• **REQUIRED ACTION**: Would you write out each line of the material below exactly, skipping every picture?

Content starts

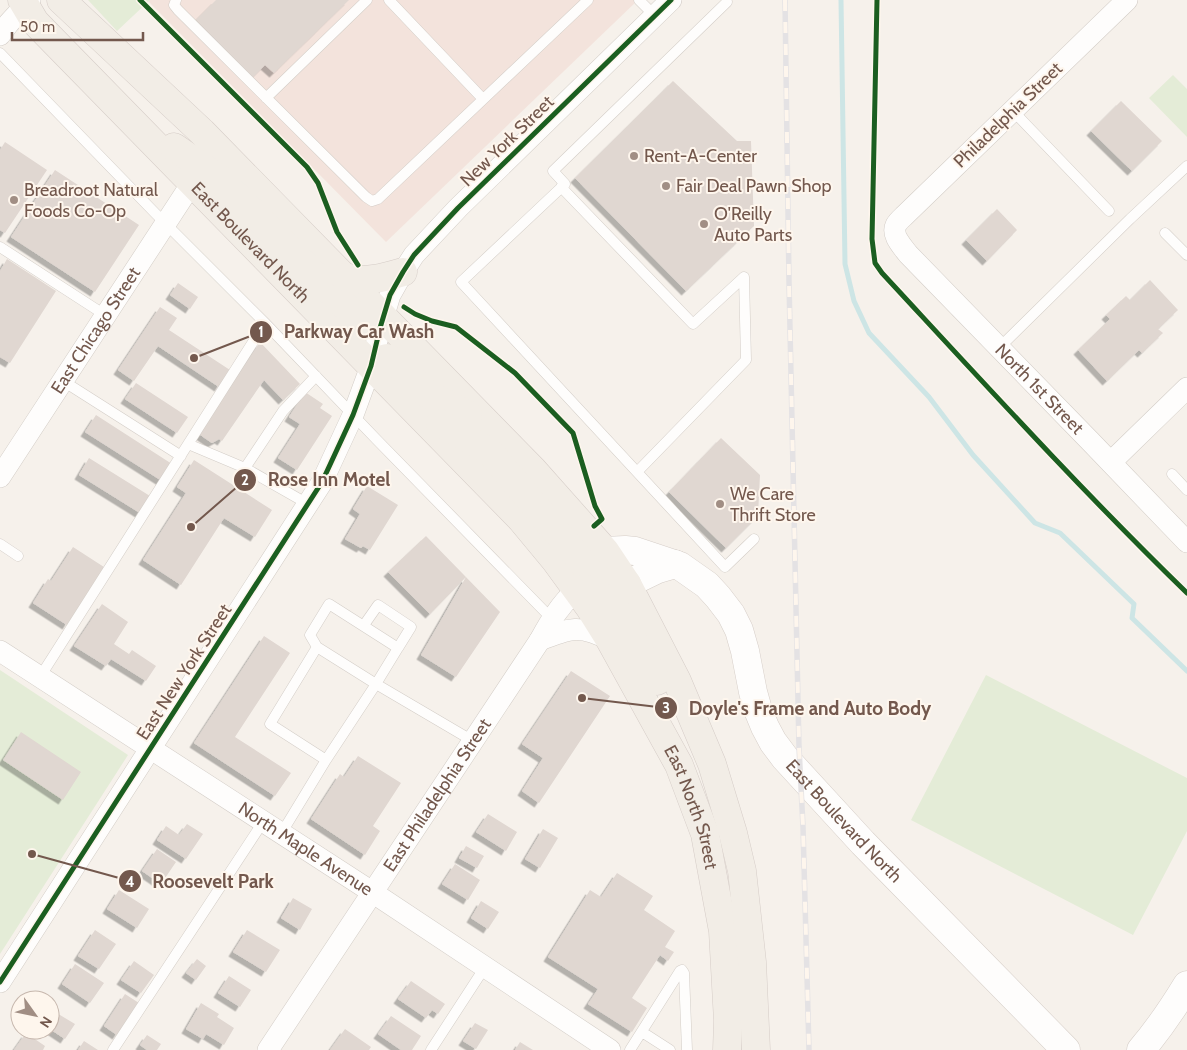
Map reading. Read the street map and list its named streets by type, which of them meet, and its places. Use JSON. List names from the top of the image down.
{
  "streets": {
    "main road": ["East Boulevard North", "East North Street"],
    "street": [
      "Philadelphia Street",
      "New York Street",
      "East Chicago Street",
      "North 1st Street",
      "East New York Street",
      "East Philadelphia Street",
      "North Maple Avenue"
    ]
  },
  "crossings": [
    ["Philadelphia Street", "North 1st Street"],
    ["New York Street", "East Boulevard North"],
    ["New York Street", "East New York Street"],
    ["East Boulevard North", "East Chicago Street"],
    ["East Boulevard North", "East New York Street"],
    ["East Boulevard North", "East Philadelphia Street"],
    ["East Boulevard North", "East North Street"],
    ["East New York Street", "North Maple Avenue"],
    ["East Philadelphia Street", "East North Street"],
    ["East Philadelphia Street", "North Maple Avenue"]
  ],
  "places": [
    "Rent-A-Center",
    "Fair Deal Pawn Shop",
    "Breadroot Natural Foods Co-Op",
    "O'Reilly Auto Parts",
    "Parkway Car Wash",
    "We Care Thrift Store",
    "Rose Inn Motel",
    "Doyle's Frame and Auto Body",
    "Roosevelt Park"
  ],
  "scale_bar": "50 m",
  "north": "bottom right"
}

Content ends

• **EXERCISE SOLUTION**:
Map reading. Read the street map and list its named streets by type, which of them meet, and its places. Use JSON. List names from the top of the image down.
{
  "streets": {
    "main road": ["East Boulevard North", "East North Street"],
    "street": [
      "Philadelphia Street",
      "New York Street",
      "East Chicago Street",
      "North 1st Street",
      "East New York Street",
      "East Philadelphia Street",
      "North Maple Avenue"
    ]
  },
  "crossings": [
    ["Philadelphia Street", "North 1st Street"],
    ["New York Street", "East Boulevard North"],
    ["New York Street", "East New York Street"],
    ["East Boulevard North", "East Chicago Street"],
    ["East Boulevard North", "East New York Street"],
    ["East Boulevard North", "East Philadelphia Street"],
    ["East Boulevard North", "East North Street"],
    ["East New York Street", "North Maple Avenue"],
    ["East Philadelphia Street", "East North Street"],
    ["East Philadelphia Street", "North Maple Avenue"]
  ],
  "places": [
    "Rent-A-Center",
    "Fair Deal Pawn Shop",
    "Breadroot Natural Foods Co-Op",
    "O'Reilly Auto Parts",
    "Parkway Car Wash",
    "We Care Thrift Store",
    "Rose Inn Motel",
    "Doyle's Frame and Auto Body",
    "Roosevelt Park"
  ],
  "scale_bar": "50 m",
  "north": "bottom right"
}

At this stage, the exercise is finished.